An economic recession, maybe depression, is coming. But can it be over quickly? Yes. But only if we humbly admit that the Earth itself is reaching a carrying capacity to support mankind's consumption. It is simply scientifically impossible to sustain the economies of the world as we do things now (Oil for cars, deforestation for chopsticks and McMansions, etc). As long as we admit this as a new reality, some new ways of doing things (like photovoltaic solar power required to get a housing permit in AZ) can boost the economy back up more quickly. If we don't admit this reality, we will economically suffer much much longer.

Real Estate as a bursting asset bubble is merely one more piece of reality that the Earth is going to force our economy to change (seen homeowners insurance rates in FL now?) in ways we've barely began to imagine.
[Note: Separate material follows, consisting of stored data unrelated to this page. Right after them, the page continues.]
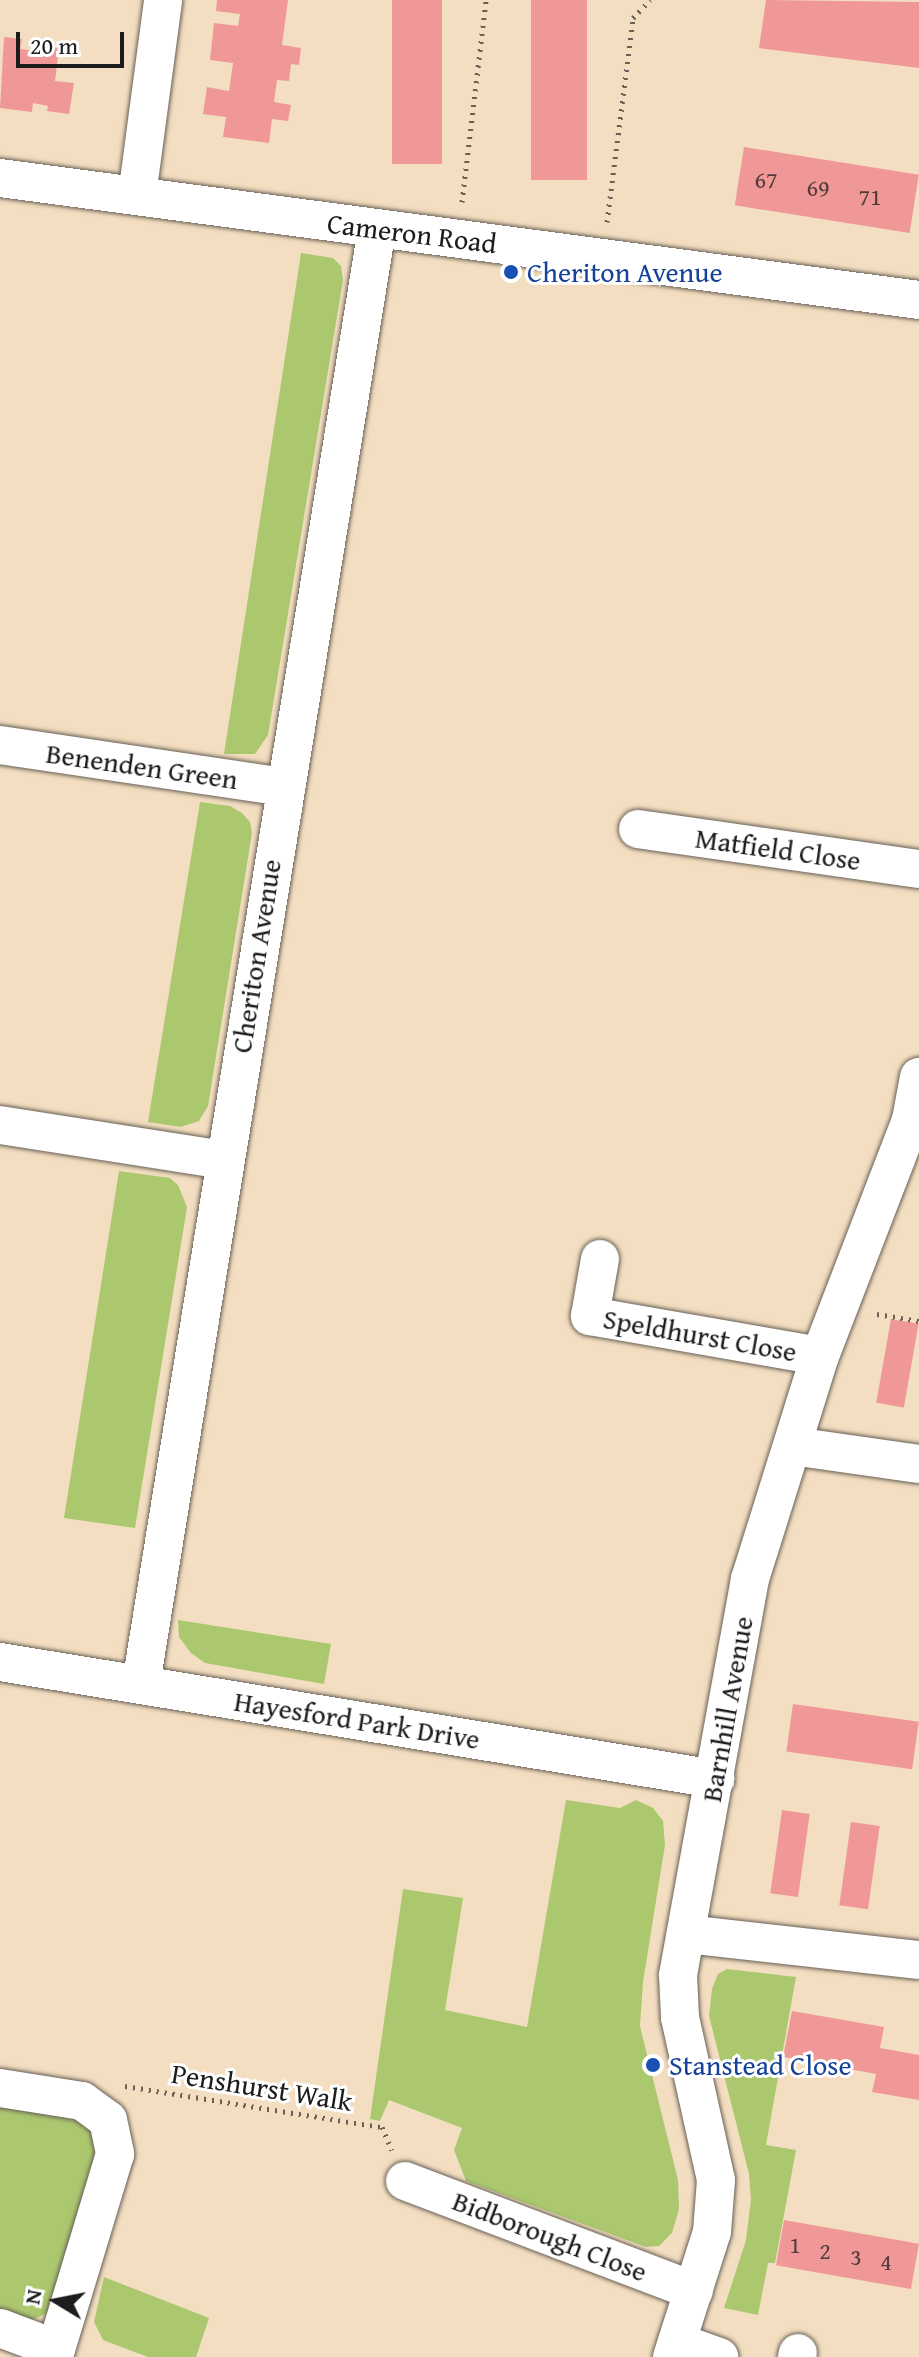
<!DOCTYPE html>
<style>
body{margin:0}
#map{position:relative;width:919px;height:2357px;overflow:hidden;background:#f4dec1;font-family:"Gentium Book Plus",serif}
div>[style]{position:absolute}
.green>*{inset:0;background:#abc86f}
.building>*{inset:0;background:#ef9897;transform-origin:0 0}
.path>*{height:5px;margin-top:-2.5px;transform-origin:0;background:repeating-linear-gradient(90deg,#686056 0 2px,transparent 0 8px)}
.roads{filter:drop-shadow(0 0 2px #686056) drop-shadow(0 0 2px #686056)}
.minor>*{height:38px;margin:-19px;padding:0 19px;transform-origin:19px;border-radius:19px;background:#fff}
.dots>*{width:22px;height:22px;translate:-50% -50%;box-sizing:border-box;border:4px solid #fff;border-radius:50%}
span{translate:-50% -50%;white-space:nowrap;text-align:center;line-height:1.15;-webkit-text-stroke:6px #fff;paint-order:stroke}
.number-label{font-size:24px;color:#513b3b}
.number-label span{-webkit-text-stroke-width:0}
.street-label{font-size:28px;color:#1c1c1c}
.transit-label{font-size:28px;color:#164399}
.left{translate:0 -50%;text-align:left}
.north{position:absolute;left:16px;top:2261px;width:80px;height:80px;-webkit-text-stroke:6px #fff;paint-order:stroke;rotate:280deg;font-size:22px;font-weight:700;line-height:32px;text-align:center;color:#1c1c1c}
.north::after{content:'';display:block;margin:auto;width:28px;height:36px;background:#1c1c1c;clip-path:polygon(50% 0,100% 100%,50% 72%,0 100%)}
.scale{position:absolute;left:16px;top:32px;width:108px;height:36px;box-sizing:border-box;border:4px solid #1c1c1c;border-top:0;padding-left:10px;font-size:24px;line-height:28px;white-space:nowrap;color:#1c1c1c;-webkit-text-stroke:6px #fff;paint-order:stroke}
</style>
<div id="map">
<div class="green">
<div style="clip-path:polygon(301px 253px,333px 258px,341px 266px,343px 280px,268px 735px,255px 754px,224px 754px)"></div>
<div style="clip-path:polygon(200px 802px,230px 806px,242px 813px,250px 822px,252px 833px,208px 1106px,199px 1121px,181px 1127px,148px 1122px)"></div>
<div style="clip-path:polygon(119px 1171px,170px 1178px,178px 1185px,187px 1207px,135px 1528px,64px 1518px)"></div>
<div style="clip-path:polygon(178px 1620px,331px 1644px,324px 1684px,205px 1663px,191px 1653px,179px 1637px)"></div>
<div style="clip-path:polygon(566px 1800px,620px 1808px,636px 1800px,653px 1808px,663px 1821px,665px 1845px,643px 1982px,640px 2026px,678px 2180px,679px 2209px,672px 2233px,659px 2246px,646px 2247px,466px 2181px,454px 2150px,462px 2128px,389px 2100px,380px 2121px,370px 2119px,403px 1889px,463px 1898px,445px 2010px,527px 2027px)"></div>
<div style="clip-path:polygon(727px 1969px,796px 1977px,766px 2145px,796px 2150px,775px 2263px,768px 2263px,758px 2315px,724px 2308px,746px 2240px,751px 2199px,749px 2174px,709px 2016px,712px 1989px,718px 1974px)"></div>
<div style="clip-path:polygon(0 2101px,87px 2118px,99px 2152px,54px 2302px,45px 2314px,30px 2321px,0 2314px)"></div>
<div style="clip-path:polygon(104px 2277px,209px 2318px,196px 2357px,148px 2357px,103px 2340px,94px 2322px)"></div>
</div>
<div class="building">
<div style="clip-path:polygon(217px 0,288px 0,282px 45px,301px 48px,299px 65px,291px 64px,289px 81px,277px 80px,274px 102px,291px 105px,288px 121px,272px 119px,269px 143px,223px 137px,226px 117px,203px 114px,207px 87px,229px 91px,233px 63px,210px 60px,214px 23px,238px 26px,240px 14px,216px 11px)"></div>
<div style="left:392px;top:0;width:50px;height:164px"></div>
<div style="left:531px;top:0;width:56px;height:180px"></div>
<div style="clip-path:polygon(766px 0,919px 2px,919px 68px,759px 48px)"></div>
<div style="clip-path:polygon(4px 37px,22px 39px,20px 49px,37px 51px,37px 45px,59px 48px,55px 81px,74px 83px,69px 114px,47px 111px,48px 106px,33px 103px,32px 112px,0 108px)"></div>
<div style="left:744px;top:147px;width:177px;height:59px;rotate:9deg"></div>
<div style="left:891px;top:1319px;width:28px;height:85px;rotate:10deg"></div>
<div style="left:793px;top:1704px;width:127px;height:48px;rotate:8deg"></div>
<div style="left:782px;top:1810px;width:28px;height:84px;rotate:8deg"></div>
<div style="left:851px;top:1822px;width:29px;height:84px;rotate:8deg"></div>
<div style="clip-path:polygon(792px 2011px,884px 2027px,880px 2048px,919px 2055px,919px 2100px,872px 2092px,876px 2074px,783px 2057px)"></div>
<div style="left:784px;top:2220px;width:137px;height:46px;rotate:10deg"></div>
</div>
<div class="path">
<div style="left:462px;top:202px;width:203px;rotate:-83.2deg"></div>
<div style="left:607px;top:222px;width:206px;rotate:-82.7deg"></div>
<div style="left:633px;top:18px;width:25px;rotate:-47deg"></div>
<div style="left:877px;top:1314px;width:43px;rotate:9.5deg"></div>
<div style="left:125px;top:2086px;width:260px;rotate:9.1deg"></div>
<div style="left:382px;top:2127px;width:25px;rotate:67deg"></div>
</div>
<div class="roads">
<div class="minor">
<div style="left:0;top:178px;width:927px;rotate:7.56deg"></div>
<div style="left:137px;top:196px;width:198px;rotate:-82.4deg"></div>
<div style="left:0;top:745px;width:287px;rotate:8.4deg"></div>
<div style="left:638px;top:829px;width:284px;rotate:8.1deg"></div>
<div style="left:0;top:1125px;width:227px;rotate:8.9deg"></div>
<div style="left:600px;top:1259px;width:58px;rotate:100deg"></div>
<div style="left:590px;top:1316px;width:233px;rotate:9.9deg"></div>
<div style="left:793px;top:1446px;width:127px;rotate:8.1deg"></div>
<div style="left:0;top:1662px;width:725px;rotate:9.29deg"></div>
<div style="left:141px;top:1684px;width:1474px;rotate:-80.79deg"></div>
<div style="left:686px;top:1934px;width:234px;rotate:6.4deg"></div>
<div style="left:0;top:2088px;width:83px;rotate:9deg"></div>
<div style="left:82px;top:2101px;width:32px;rotate:36deg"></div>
<div style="left:108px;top:2120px;width:35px;rotate:78deg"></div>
<div style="left:115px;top:2154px;width:204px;rotate:106.8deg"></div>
<div style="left:56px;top:2349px;width:60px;rotate:-159.4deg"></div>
<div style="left:405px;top:2181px;width:309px;rotate:20.8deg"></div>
<div style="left:677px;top:2342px;width:45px;rotate:19.7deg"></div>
<div style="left:672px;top:2357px;width:131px;rotate:-72.3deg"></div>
<div style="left:712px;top:2232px;width:52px;rotate:-85.6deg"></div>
<div style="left:716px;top:2180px;width:167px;rotate:-102.5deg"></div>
<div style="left:680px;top:2017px;width:42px;rotate:-92.7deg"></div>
<div style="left:678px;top:1975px;width:402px;rotate:-79.7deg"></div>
<div style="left:750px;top:1579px;width:234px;rotate:-72.6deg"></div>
<div style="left:820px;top:1356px;width:253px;rotate:-68.9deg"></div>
<div style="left:911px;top:1120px;width:44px;rotate:-79.5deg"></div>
<div style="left:797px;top:2357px;width:4px;rotate:-76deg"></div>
</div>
</div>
<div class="dots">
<div style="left:511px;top:272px;background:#1a4fb4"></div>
<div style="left:653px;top:2065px;background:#1a4fb4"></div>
</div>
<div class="number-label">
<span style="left:766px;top:180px">67</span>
<span style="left:818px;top:188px">69</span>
<span style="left:870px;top:197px">71</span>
<span style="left:795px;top:2245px">1</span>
<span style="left:825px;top:2251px">2</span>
<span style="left:856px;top:2257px">3</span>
<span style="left:886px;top:2262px">4</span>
</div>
<div class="street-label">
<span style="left:412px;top:233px;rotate:7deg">Cameron Road</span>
<span style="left:142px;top:766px;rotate:8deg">Benenden Green</span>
<span style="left:778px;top:849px;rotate:8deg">Matfield Close</span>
<span style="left:256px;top:956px;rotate:-81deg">Cheriton Avenue</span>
<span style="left:700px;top:1335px;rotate:10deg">Speldhurst Close</span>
<span style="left:727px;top:1709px;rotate:-80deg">Barnhill Avenue</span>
<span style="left:357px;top:1720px;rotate:9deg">Hayesford Park Drive</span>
<span style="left:262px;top:2087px;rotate:9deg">Penshurst Walk</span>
<span style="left:550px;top:2236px;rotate:21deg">Bidborough Close</span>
</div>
<div class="transit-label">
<span class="left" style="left:527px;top:272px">Cheriton Avenue</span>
<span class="left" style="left:669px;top:2065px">Stanstead Close</span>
</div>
<div class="north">N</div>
<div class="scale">20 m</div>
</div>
Thanks for the opportunity to comment. You can reply to me as Picea (the genus for Spruce).

Anonymous said...

I love Mel Gibson, and I do not think he said anything that bad. What would happen in Ira Goldstein (a movie producer perhaps) asked a cop if he was Catholic, and then said "Christians are the cause of all the wars in the world". I do not think the press would care at all. Amazing. I would love to go boozing with Mel. That guy has brass balls, and made crazy dough because all the Jews in hollywood and those who fear them would not back The Passion. LOL all the way to the bank biatch. Merry Christmas bitches, I am off to Bloomingdales to go spend alot and piss Keith off while he travels around Europe complaining about $14 toast with tea. What a loser he is.

Anonymous said...

>perhaps it's a good thing that Americans are going to cut back on the consumer spending orgy...

it is an especially good thing for the environment, anytime

Anonymous said...

Don't you folks fret now. The top 10%, the only people who matter, have PLENTY of spending money. Just like in South America, an economy can run perfectly well when only 10% control all the wealth and the other 90% fight over scraps while serving the whims and endless wants of the top 10%.

The high end restaurant sector is seeing no softening. Doing quite well actually.

Of course, most of you voted for this kind of culture back when Reagan convinced you that the poor were your enemy and that worshipping the wealthy was the way to go. You bnought it then and have continued to give republican plutocrats more power so don't bitch when it bites you in the ass.


Anonymous said...

A good person would rather the government take all his money and redistribute it to the needy who sit at home and watch Oprah all day. If you want to keep the money you worked for then you must be an evil Repug

Anonymous said...

You cretins are all losers. you hate Christmas, you hate happy people, you have anything and everything. Why don't you cretins move to Congo where people are poor and miserable and don't have houses or cars? It's one thing to want housing to go back to reasonable levels, but many of the retarded losers here are hoping for a depression, thinking they will be immune from the effects.

Anonymous said...

Hey Mr. 10% is the only bunch that matters...

Go read up on the French Revolution, assclown.